▶ Available data:
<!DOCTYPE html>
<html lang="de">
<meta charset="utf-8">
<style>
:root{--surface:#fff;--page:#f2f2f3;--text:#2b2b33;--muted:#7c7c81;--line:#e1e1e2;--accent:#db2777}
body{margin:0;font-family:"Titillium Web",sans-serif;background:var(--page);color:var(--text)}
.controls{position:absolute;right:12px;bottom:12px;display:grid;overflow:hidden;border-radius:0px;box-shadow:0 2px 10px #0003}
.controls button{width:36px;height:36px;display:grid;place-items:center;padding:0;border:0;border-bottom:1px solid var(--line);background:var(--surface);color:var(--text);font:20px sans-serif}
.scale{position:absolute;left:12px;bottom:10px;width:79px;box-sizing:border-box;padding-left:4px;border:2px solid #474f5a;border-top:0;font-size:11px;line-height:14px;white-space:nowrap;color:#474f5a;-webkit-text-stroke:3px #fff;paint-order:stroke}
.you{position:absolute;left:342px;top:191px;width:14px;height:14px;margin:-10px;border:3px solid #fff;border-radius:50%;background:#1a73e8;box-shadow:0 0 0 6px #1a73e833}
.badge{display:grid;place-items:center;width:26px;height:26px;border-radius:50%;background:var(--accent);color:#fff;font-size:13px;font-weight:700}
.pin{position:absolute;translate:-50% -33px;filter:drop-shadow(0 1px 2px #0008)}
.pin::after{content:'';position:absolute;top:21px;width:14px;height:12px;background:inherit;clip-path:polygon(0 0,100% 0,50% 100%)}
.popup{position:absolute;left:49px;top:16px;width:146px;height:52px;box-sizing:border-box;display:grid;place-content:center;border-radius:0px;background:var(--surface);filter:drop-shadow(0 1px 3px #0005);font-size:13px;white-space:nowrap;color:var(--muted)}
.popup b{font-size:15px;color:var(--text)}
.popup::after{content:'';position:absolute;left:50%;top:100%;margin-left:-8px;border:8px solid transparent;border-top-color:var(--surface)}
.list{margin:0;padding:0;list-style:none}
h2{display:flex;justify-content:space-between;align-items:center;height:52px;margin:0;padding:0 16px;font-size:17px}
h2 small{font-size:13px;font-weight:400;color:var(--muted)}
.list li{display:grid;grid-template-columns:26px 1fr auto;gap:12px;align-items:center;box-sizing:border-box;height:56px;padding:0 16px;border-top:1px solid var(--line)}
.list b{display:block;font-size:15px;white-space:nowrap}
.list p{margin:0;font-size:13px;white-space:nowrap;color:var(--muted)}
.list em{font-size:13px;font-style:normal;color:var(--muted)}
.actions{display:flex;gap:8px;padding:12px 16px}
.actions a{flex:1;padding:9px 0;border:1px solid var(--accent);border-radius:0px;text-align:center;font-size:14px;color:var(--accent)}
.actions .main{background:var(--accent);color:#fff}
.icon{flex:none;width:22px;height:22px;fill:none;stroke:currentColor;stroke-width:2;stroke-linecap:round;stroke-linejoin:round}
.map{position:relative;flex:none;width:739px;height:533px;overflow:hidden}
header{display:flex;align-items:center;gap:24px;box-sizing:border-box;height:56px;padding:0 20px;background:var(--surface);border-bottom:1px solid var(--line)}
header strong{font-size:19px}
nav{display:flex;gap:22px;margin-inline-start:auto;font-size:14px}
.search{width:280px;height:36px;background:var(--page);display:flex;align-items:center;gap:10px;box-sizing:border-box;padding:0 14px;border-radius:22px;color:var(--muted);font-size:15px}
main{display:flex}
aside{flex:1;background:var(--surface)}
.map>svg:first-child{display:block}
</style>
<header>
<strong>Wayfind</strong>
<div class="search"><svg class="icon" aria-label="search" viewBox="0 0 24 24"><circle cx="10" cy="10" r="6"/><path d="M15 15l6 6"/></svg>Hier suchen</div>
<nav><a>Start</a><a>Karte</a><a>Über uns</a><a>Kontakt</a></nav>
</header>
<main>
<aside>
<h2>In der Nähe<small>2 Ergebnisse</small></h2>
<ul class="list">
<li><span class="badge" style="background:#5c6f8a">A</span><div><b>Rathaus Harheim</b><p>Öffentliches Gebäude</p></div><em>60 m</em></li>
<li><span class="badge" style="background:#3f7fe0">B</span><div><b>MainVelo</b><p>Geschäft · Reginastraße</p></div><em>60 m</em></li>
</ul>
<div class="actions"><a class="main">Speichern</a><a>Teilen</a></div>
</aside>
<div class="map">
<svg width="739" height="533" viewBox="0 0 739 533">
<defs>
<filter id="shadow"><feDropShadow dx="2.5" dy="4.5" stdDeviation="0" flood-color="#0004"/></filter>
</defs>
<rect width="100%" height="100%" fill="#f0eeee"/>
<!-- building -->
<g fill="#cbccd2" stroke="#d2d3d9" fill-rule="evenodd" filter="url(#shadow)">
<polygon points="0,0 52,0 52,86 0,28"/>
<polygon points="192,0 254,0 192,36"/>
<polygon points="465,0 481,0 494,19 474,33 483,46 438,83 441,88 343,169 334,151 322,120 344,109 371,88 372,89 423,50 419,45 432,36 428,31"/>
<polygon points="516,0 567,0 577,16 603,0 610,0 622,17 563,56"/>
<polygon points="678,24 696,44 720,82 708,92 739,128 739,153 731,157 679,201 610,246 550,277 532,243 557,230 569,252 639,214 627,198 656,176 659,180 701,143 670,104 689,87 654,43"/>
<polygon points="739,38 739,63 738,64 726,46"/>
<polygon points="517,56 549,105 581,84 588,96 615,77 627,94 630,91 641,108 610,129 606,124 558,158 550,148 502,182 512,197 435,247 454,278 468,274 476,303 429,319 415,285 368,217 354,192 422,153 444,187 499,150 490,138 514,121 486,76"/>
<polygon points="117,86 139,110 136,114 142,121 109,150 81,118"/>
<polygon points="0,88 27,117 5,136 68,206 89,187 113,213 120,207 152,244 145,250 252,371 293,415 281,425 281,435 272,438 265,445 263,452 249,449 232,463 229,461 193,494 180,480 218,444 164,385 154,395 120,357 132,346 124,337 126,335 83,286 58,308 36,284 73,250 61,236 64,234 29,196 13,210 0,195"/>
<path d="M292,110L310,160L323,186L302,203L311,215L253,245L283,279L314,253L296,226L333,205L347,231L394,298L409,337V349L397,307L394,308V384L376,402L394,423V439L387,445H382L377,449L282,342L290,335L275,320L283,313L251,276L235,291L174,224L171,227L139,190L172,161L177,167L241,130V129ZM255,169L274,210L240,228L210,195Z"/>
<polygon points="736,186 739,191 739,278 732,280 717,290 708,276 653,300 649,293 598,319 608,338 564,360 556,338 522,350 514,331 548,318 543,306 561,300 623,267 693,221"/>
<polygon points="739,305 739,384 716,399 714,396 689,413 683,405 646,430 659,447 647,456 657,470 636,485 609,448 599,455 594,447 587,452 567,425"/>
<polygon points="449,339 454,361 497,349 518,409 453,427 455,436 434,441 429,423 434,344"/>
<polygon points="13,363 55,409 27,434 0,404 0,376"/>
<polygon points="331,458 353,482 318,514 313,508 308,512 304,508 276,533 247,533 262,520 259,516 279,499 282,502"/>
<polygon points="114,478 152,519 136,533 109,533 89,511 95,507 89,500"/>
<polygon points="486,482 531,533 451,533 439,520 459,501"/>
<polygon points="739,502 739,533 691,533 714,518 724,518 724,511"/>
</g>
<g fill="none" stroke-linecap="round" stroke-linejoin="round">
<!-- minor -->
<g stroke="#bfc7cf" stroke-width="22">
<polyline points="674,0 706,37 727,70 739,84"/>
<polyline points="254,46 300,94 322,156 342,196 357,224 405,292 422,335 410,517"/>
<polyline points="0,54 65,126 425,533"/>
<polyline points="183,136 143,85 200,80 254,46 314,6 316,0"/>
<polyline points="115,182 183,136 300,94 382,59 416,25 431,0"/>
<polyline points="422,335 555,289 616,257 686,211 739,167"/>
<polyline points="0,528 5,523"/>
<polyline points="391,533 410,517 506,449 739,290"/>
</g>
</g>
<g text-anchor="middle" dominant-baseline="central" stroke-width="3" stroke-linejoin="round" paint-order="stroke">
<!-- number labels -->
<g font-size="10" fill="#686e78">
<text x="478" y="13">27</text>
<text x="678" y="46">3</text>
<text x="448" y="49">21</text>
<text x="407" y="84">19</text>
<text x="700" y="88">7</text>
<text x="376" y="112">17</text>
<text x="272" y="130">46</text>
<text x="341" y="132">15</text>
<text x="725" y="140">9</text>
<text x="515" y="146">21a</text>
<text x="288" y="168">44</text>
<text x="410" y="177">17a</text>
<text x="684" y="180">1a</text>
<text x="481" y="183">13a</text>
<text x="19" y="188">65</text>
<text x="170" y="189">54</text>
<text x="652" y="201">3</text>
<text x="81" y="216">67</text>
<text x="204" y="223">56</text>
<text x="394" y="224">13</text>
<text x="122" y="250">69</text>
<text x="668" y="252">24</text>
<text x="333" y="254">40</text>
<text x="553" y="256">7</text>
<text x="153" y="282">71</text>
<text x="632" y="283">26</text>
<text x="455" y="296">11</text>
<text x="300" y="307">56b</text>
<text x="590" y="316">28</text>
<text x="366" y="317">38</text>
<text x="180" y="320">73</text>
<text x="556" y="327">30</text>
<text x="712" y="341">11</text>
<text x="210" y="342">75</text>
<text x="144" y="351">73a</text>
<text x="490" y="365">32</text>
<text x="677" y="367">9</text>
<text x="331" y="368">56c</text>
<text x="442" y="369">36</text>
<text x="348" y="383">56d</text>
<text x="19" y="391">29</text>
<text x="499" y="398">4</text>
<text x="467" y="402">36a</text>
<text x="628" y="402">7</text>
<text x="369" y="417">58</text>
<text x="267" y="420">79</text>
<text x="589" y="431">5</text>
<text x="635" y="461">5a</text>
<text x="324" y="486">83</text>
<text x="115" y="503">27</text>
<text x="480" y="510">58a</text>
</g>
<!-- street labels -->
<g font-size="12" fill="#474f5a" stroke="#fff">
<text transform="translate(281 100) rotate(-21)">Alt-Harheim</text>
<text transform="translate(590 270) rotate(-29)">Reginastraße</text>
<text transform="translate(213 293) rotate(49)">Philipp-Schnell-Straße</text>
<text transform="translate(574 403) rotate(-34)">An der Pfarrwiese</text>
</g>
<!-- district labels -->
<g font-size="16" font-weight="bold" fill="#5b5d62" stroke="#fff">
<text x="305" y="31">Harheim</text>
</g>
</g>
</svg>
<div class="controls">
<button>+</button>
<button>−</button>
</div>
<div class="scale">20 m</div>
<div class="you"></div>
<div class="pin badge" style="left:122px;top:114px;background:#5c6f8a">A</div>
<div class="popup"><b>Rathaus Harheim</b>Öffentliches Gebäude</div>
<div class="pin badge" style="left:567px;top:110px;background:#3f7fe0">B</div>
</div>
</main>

▶ Task description:
Please filter the data down to the lines containing the word "scale".

▶ Task response:
.scale{position:absolute;left:12px;bottom:10px;width:79px;box-sizing:border-box;padding-left:4px;border:2px solid #474f5a;border-top:0;font-size:11px;line-height:14px;white-space:nowrap;color:#474f5a;-webkit-text-stroke:3px #fff;paint-order:stroke}
<div class="scale">20 m</div>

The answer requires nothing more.